Query Complexity of Derivative-Free Optimization

TL;DR

This paper establishes fundamental lower bounds on the convergence rates of derivative-free optimization with noisy evaluations, introduces a near-optimal Boolean comparison-based algorithm for strongly convex functions, and shows similar convergence rates for both evaluation types.

Contribution

It provides the first lower bounds on DFO convergence rates with noise, and proposes a novel Boolean comparison-based algorithm that is near optimal for strongly convex functions.

Findings

Lower bounds on DFO convergence rates with noise

A new Boolean comparison-based DFO algorithm

Equivalent convergence rates for noisy evaluations and Boolean comparisons

Abstract

This paper provides lower bounds on the convergence rate of Derivative Free Optimization (DFO) with noisy function evaluations, exposing a fundamental and unavoidable gap between the performance of algorithms with access to gradients and those with access to only function evaluations. However, there are situations in which DFO is unavoidable, and for such situations we propose a new DFO algorithm that is proved to be near optimal for the class of strongly convex objective functions.

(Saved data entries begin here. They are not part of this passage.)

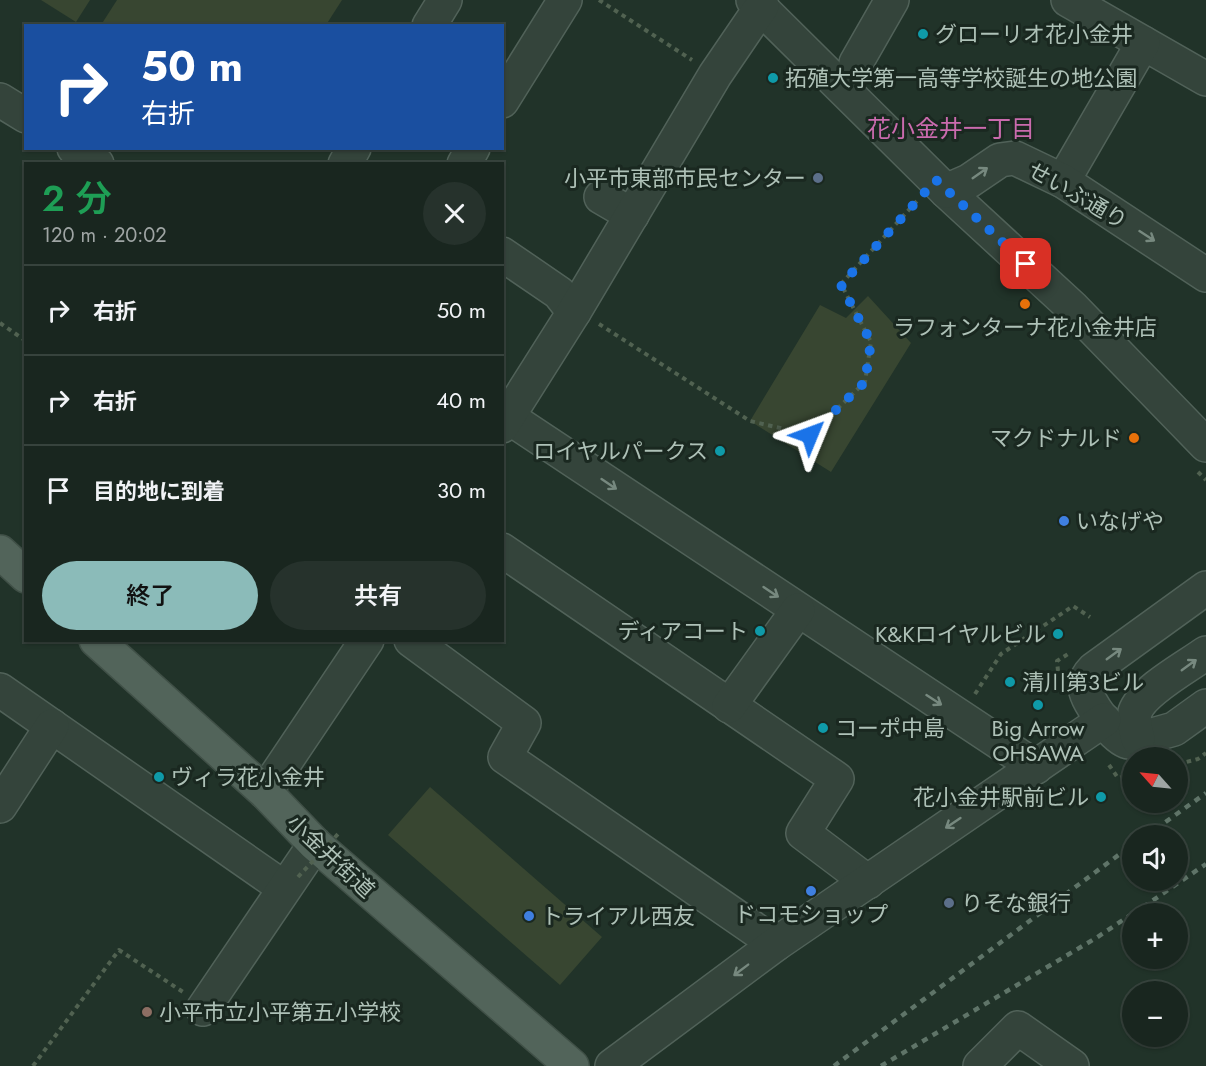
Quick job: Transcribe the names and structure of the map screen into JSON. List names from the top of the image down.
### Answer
{
  "streets": {
    "main road": ["小金井街道"],
    "street": ["せいぶ通り"]
  },
  "districts": ["花小金井一丁目"],
  "places": [
    "グローリオ花小金井",
    "拓殖大学第一高等学校誕生の地公園",
    "小平市東部市民センター",
    "ラフォンターナ花小金井店",
    "マクドナルド",
    "ロイヤルパークス",
    "いなげや",
    "ディアコート",
    "K&Kロイヤルビル",
    "清川第3ビル",
    "Big Arrow OHSAWA",
    "コーポ中島",
    "ヴィラ花小金井",
    "花小金井駅前ビル",
    "ドコモショップ",
    "りそな銀行",
    "トライアル西友",
    "小平市立小平第五小学校"
  ],
  "north": "top left",
  "page": {
    "turn": ["50 m", "右折"],
    "heading": ["2 分", "120 m · 20:02"],
    "list": [
      {
        "name": "右折",
        "value": "50 m"
      },
      {
        "name": "右折",
        "value": "40 m"
      },
      {
        "name": "目的地に到着",
        "value": "30 m"
      }
    ],
    "buttons": ["終了", "共有"],
    "map_buttons": ["+", "−"]
  }
}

A distinctive feature of the algorithm is that it uses only Boolean-valued function comparisons, rather than function evaluations. This makes the algorithm useful in an even wider range of applications, such as optimization based on paired comparisons from human subjects, for example. We also show that regardless of whether DFO is based on noisy function evaluations or Boolean-valued function comparisons, the convergence rate is the same.